Memories of Tromadance 2011
Memories of Tromadance 2011
As any self-respecting horror fan should know, the Toxic Avenger is a native of New Jersey. So it should come as no surprise that Troma Entertainment, the studio behind the 1984 cult classic "The Toxic Avenger,'' has found a home in the Garden State for its annual celebration of underground art and cinema, the Tromadance Film Festival.
After 10 years in Park City, Utah - also the home of the Sundance Film Festival - Tromadance headed east to Asbury Park last year, and it returned to where the city meets the sea this past weekend (April 22 and 23).
While last year's Tromadance was an undisputed success (read more about it here), in many ways this year's festival raised the bar even higher.

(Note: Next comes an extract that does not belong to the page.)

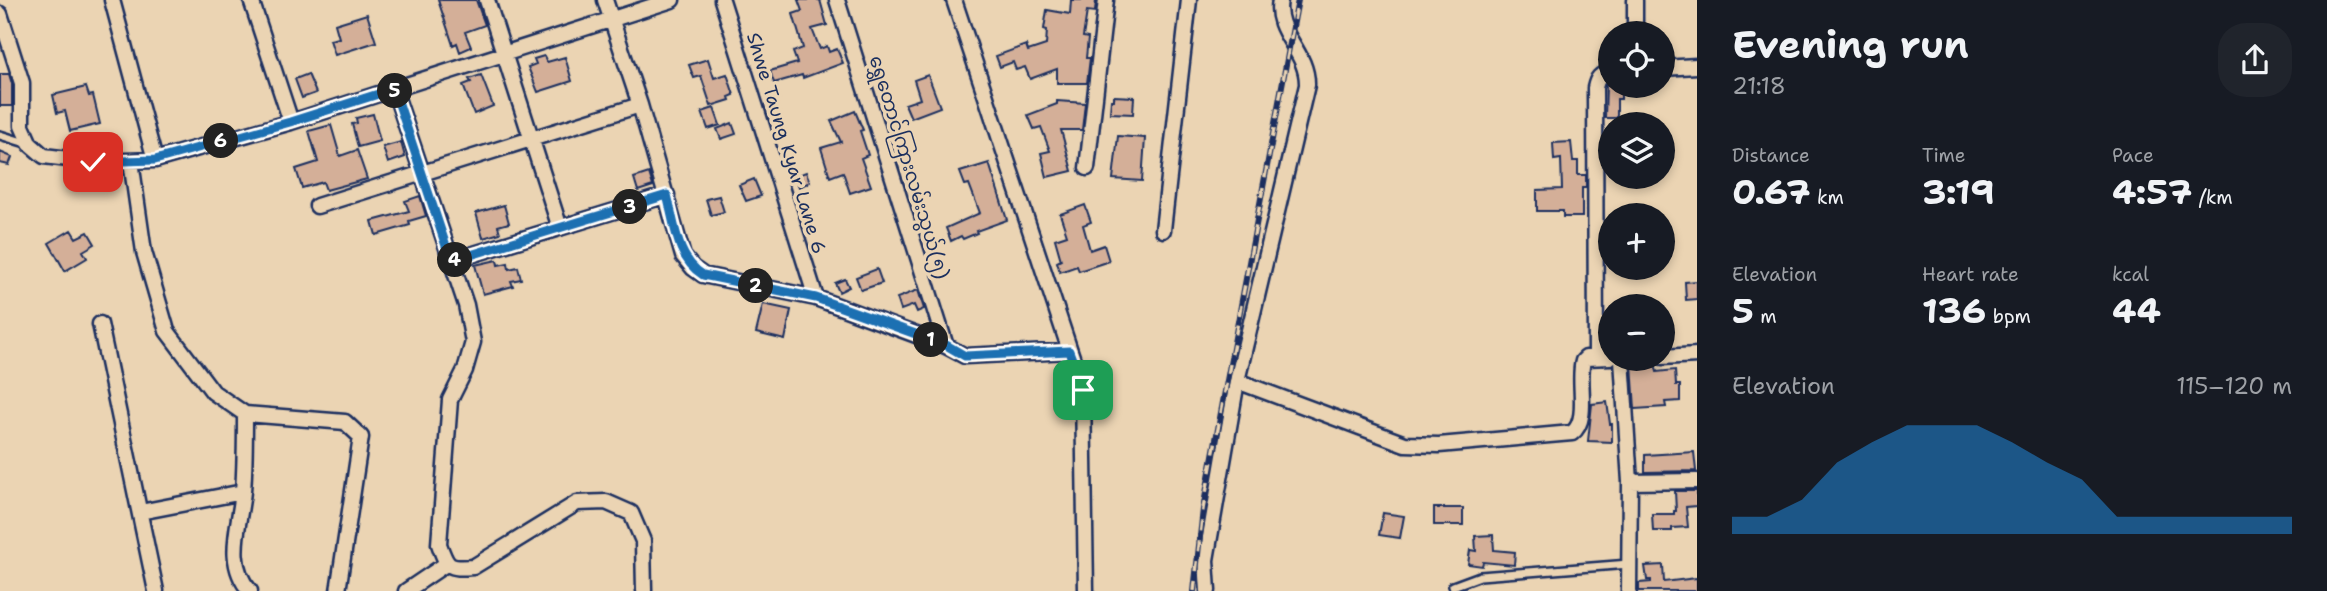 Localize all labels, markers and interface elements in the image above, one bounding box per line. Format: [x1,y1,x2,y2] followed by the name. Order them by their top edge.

The festivities kicked off on Friday night with a live Q&A on stage at the ShowRoom on Cookman Avenue between myself, Oscar-nominated animator Bill Plympton and Lloyd Kaufman, president of Troma Entertainment and the founder of the Tromadance Film Festival. We talked about Tromadance's origins, how the internet provides support for independent filmmakers are the new books Kaufman and Plympton have coming out (Plympton recently released "Independently Animated," while Kaufman's "Sell Your Own Damn Movie" hits shelves this summer.)
Following the Q&A were a pair of feature films and, like every other screening at Tromadance, both the films were free. First up was the gory and campy "All About Evil," which featured a revelatory lead performance by '90s actress Natasha Lyonne ("American Pie," "Slums of Beverly Hills.")
Next up was the film that had everyone talking all weekend long: "The Taint." A unique and virtually indescribable movie-viewing experience, "The Taint" is a gory, crude and deceptively smart examination of misogyny in horror films that has elements reminiscent of "Napoleon Dynamite," David Lynch and classic Troma.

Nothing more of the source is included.